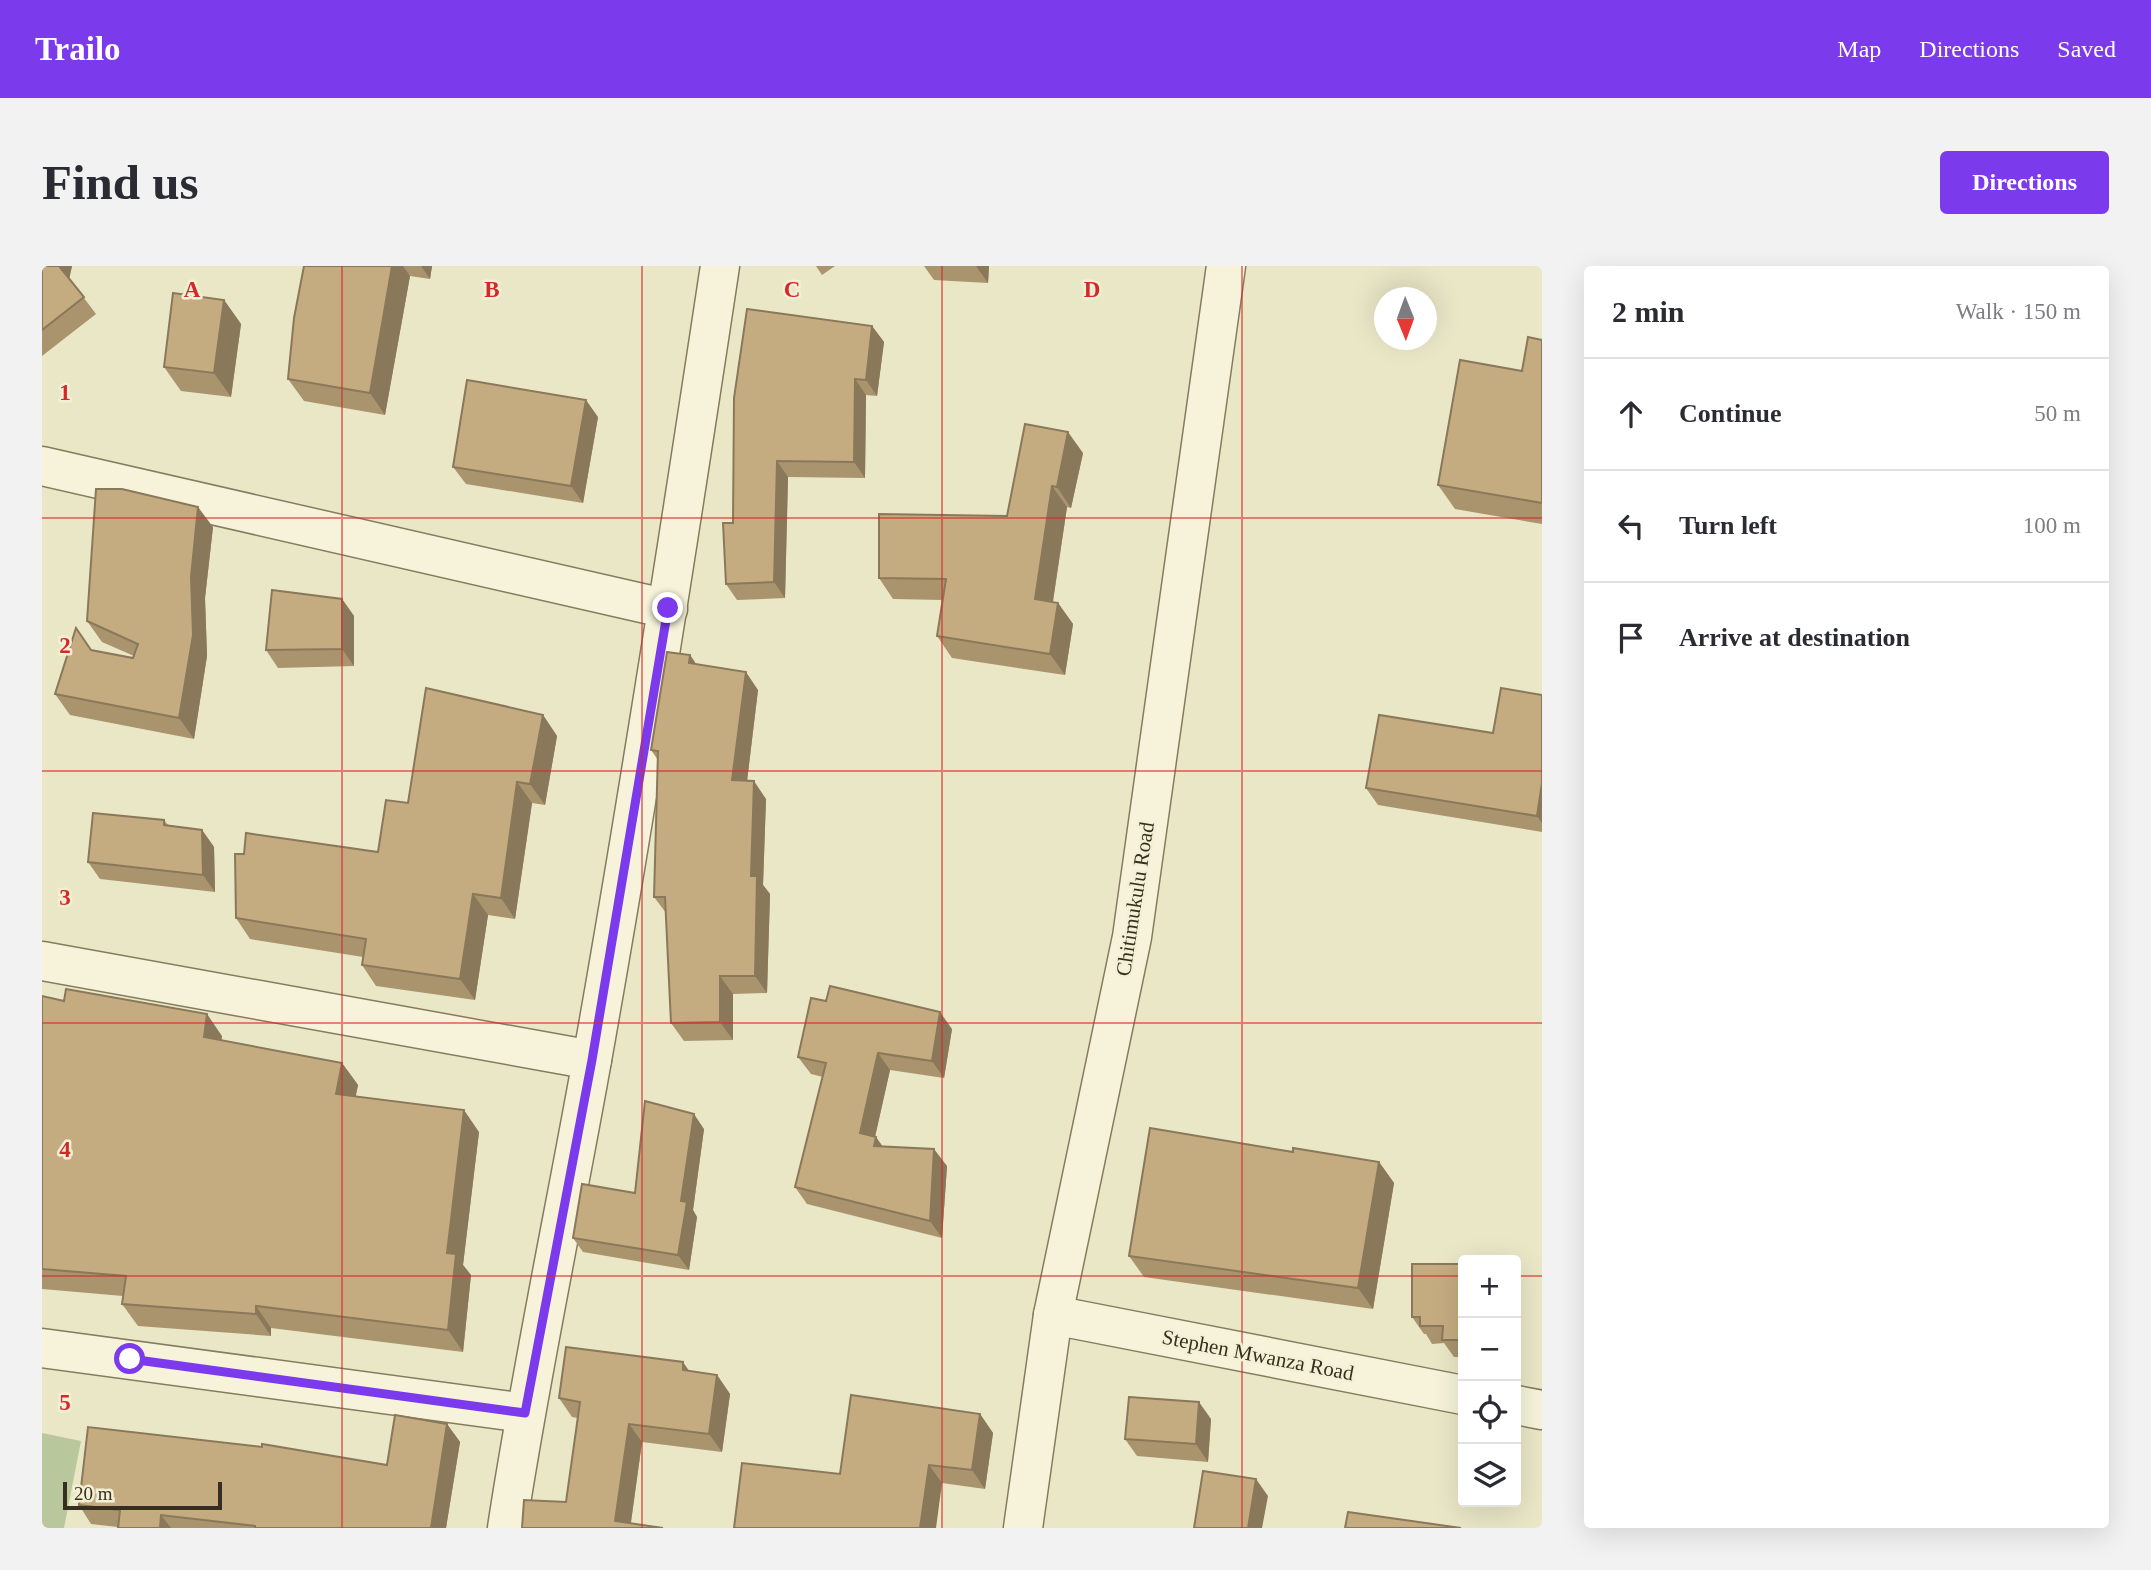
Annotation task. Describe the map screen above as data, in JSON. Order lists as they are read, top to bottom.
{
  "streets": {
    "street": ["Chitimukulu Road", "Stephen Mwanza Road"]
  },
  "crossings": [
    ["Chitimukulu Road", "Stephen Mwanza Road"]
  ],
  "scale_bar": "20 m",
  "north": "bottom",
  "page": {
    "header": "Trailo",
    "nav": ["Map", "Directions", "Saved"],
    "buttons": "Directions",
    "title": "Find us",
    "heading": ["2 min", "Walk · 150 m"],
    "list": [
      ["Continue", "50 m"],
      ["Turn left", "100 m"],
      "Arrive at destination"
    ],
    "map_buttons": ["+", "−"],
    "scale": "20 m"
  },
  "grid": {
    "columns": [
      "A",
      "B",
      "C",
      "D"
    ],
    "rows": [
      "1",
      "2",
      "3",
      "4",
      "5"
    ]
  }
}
════════════════════
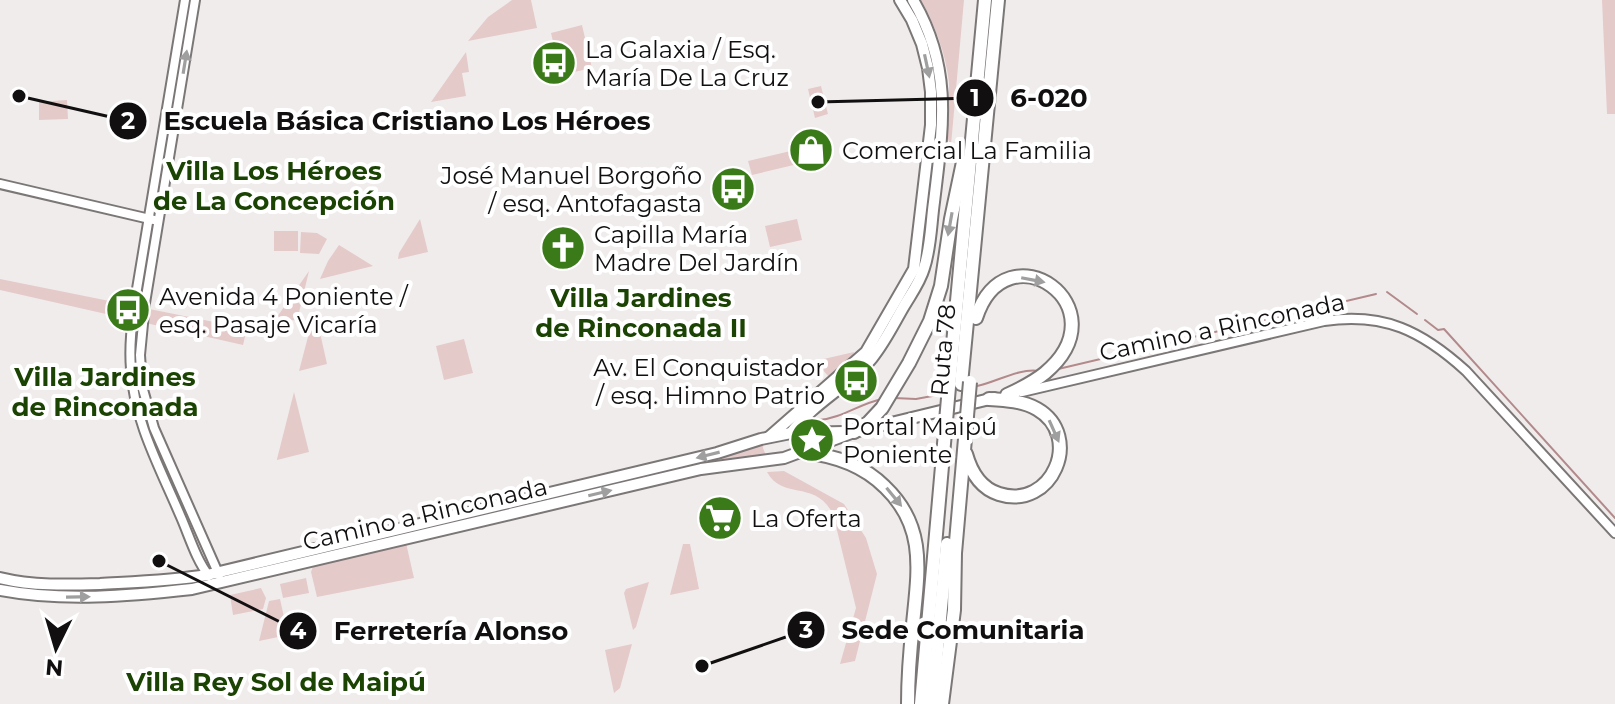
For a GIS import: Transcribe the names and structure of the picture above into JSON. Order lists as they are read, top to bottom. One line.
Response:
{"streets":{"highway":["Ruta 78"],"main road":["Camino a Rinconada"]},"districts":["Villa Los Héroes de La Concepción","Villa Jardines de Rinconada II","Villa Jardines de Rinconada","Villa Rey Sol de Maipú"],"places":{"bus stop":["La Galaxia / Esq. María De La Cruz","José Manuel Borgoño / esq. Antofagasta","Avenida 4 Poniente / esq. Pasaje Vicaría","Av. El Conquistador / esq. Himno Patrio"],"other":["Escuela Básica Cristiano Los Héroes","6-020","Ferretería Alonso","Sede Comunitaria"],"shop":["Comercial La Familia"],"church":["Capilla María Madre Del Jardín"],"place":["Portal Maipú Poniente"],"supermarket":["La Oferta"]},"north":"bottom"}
════════════════════
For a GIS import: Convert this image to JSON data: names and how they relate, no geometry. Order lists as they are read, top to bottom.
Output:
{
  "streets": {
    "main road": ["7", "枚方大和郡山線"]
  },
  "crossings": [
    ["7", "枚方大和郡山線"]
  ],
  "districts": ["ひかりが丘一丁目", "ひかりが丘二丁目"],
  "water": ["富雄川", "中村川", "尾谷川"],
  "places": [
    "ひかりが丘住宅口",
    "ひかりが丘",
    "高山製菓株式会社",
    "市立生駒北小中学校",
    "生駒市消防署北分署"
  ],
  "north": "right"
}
════════════════════
[Task description]
From the data above, copy each line with the string "import" in it.

[Solution for this problem]
For a GIS import: Transcribe the names and structure of the picture above into JSON. Order lists as they are read, top to bottom. One line.
For a GIS import: Convert this image to JSON data: names and how they relate, no geometry. Order lists as they are read, top to bottom.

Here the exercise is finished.